Back to the original question; what we're finding is that there certainly has to be a balance, but because people react more strongly to the negative, the negative has to be couched in a positive environment. So that's why five positive statements are needed in order to have the one negative statement have the most impact and power, and have people respond appropriately to it. So a balance, yes, but in favor of the positive.
Rachel Salaman: Are you saying that negative messages, like if you have to fire someone or explain poor results, should be couched in positive terms?

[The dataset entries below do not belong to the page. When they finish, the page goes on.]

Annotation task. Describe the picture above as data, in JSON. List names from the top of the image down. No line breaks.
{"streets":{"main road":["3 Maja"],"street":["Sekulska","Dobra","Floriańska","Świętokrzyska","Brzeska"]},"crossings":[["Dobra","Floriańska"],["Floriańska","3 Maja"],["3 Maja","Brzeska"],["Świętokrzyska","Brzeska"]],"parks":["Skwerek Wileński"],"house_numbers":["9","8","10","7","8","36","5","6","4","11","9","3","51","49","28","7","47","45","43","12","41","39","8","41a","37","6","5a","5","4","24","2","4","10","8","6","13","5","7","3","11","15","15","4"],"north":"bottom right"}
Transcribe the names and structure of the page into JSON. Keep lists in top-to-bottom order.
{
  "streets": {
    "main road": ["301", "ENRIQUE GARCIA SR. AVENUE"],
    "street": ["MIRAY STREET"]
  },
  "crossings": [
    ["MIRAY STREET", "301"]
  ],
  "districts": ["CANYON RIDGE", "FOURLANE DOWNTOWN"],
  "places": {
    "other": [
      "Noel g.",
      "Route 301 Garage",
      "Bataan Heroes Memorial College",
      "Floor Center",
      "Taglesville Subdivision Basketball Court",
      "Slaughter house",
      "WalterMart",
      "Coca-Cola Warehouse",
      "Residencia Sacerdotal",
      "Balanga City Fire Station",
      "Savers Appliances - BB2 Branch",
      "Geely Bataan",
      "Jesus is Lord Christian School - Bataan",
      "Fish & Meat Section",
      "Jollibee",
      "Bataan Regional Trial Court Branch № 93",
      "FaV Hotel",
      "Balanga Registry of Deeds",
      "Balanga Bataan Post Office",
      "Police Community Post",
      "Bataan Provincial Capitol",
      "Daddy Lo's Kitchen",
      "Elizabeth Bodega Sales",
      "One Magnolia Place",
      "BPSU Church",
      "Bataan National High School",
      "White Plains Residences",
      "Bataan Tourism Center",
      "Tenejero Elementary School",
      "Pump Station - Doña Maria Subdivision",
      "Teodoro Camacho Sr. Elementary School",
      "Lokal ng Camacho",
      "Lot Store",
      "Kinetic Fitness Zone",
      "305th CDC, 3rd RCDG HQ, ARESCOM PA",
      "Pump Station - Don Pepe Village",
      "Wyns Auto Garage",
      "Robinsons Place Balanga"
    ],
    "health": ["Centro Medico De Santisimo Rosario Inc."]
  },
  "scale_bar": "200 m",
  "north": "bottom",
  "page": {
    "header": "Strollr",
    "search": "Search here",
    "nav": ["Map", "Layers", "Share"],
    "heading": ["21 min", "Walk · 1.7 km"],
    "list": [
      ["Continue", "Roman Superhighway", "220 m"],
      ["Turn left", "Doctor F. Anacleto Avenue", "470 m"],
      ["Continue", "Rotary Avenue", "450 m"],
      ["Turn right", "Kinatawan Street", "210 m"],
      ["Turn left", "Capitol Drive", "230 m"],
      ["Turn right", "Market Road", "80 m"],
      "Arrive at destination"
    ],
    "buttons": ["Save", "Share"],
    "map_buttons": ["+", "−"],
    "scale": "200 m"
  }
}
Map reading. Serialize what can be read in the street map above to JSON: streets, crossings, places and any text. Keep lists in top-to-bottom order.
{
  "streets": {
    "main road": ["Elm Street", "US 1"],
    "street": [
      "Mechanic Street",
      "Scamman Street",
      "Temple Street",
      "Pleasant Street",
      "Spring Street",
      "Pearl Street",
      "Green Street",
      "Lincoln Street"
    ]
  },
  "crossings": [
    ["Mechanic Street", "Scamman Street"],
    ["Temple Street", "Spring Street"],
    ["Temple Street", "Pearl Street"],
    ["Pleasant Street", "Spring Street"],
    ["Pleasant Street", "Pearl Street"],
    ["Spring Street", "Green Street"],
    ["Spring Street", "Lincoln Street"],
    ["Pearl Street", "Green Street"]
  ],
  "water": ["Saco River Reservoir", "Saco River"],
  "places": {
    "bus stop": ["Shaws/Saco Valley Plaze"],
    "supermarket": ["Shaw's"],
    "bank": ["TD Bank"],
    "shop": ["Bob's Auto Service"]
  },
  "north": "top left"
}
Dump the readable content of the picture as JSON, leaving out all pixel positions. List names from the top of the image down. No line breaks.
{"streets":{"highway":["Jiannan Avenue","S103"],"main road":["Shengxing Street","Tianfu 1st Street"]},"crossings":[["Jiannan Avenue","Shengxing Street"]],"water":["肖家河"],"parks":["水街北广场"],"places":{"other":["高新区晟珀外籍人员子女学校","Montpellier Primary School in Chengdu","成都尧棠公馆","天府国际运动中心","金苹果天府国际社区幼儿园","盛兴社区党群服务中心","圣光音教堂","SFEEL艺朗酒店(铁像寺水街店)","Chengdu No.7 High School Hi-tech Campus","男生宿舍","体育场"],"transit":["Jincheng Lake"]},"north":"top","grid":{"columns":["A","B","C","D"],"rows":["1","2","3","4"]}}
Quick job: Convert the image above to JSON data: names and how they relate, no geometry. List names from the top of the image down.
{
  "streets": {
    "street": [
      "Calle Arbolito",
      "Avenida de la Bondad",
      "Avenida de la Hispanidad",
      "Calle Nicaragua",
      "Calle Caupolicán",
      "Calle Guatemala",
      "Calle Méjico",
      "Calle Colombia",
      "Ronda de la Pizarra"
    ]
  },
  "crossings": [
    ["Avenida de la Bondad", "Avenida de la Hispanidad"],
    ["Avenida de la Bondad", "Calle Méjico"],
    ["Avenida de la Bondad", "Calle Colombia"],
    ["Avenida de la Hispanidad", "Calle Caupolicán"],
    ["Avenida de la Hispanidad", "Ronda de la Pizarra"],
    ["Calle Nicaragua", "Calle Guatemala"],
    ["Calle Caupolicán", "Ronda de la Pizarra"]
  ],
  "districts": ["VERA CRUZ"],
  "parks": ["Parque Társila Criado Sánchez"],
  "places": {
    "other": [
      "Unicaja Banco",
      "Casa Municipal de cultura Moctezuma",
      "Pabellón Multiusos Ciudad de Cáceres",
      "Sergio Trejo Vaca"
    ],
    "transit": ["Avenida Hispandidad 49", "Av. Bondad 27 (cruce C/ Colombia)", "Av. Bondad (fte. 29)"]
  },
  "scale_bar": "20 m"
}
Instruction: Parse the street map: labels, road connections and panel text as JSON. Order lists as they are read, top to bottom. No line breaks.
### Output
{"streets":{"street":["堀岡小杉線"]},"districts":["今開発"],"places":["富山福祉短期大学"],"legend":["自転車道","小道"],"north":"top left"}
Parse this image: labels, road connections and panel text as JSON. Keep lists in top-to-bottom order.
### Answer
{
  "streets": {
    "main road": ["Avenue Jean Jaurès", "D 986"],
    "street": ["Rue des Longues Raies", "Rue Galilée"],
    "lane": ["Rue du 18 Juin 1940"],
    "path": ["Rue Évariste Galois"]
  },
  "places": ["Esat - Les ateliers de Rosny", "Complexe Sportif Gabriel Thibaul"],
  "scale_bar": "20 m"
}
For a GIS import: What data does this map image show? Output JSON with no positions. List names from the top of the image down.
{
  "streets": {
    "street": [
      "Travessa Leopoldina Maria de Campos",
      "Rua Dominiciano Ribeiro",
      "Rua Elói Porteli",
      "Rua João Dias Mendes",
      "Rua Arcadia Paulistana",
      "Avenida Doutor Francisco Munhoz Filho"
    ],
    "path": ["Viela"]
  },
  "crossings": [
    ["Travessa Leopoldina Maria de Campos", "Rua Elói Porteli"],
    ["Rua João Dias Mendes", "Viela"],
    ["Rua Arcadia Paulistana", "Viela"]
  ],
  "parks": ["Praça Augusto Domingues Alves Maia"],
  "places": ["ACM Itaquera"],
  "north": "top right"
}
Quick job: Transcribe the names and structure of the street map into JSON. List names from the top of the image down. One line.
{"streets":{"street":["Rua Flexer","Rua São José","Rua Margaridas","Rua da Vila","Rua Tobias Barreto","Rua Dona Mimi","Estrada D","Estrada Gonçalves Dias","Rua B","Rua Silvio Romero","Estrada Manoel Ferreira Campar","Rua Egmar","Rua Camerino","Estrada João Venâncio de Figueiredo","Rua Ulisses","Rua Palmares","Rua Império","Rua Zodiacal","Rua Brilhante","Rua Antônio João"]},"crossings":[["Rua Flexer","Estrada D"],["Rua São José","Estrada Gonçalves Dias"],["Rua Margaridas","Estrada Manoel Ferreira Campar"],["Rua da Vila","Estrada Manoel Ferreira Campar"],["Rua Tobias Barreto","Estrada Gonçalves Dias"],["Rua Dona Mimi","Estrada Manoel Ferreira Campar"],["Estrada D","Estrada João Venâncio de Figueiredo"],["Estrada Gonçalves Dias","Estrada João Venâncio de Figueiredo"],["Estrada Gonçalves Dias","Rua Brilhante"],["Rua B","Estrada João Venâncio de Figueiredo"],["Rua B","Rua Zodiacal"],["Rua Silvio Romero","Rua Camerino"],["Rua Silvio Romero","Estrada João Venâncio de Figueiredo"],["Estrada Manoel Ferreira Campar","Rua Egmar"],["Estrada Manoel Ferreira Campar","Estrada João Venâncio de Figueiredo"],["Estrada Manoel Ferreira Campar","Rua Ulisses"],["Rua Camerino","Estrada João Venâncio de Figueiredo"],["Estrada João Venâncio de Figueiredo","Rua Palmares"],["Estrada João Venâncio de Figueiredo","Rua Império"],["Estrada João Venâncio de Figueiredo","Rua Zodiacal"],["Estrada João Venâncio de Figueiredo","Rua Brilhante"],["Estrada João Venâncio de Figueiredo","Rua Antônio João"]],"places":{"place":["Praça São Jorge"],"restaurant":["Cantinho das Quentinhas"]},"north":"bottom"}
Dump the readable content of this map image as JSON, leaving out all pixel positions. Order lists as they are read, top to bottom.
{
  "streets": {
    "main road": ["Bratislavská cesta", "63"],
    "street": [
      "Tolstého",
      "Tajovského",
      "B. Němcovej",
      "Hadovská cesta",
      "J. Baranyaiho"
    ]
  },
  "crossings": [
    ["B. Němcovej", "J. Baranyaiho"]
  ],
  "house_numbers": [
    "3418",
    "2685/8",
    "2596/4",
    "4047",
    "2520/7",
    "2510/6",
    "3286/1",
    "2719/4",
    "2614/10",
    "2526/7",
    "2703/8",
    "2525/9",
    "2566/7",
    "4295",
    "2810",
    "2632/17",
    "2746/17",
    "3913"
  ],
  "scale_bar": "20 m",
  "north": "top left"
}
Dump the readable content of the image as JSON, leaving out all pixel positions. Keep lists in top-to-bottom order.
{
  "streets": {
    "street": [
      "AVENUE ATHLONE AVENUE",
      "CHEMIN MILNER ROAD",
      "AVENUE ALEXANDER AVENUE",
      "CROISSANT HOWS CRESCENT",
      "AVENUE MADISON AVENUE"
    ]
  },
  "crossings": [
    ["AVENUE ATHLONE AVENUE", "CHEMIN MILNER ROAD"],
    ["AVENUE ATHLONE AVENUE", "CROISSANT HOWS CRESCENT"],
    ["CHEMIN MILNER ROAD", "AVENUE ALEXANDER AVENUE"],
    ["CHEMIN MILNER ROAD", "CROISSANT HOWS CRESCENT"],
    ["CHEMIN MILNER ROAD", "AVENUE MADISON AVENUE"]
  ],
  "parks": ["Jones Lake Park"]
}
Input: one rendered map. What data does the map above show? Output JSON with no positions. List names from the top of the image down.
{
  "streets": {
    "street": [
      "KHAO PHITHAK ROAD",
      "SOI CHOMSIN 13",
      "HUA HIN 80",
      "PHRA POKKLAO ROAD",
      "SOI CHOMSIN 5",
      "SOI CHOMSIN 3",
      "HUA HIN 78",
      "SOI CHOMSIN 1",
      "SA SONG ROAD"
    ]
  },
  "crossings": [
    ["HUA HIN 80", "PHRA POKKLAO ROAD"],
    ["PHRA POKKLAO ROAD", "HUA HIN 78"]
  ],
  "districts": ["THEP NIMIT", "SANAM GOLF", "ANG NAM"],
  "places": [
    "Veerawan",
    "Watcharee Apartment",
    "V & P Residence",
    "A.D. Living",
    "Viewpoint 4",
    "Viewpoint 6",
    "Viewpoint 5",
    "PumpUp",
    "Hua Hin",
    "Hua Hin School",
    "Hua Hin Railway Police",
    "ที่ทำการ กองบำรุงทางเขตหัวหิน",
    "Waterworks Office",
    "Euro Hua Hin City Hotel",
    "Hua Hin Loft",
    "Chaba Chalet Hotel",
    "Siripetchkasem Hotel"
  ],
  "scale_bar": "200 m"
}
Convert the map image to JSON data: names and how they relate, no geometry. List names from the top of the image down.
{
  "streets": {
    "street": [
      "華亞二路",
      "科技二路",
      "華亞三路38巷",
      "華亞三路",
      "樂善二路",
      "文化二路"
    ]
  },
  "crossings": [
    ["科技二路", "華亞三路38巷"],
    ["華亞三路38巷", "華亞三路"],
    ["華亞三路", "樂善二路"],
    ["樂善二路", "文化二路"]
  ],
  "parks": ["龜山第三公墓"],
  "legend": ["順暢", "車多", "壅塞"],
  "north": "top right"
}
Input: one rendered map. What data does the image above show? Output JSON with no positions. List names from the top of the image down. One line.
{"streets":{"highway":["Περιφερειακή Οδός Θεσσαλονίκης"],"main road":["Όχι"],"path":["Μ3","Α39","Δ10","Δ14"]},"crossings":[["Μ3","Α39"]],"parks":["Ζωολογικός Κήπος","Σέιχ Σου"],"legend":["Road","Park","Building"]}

Kim Cameron: One of the findings, from my own research on downsizing, was that most organizations deteriorated in performance after downsizing because they approached the downsizing in a negative way. They simply fired people. They just – they had across the board layoffs. They escorted people out of the building, not allowing them to get back to their computers in case they would do some subversive activity. They treated them as human costs or human liabilities, rather than as human resources, something to be invested in. The organizations that downsized most effectively, meaning they tended to flourish after downsizing, were those that couched this as an opportunity for growth and development. They invested in individuals who they had to – whose jobs they had to eliminate. They provided training and development opportunities; they provided opportunities for employment elsewhere or education elsewhere. That is, they invested in human beings as resources. So even in difficult circumstances, even when the budget's deteriorating, when competition is battering us, when things are tight, when crisis seems to be on the horizon, those are especially conditions in which a positive climate, a positive environment, positive communications, positive relationships need to be demonstrated. The fundamental values of an organization are almost always tested best in crisis. So we say people are our most valuable asset, that's pretty common in most companies, but when the crisis arises, whether or not that's really the case, is often put to a test, and so we've noticed that organizations that flourish simply have a bias toward the positive.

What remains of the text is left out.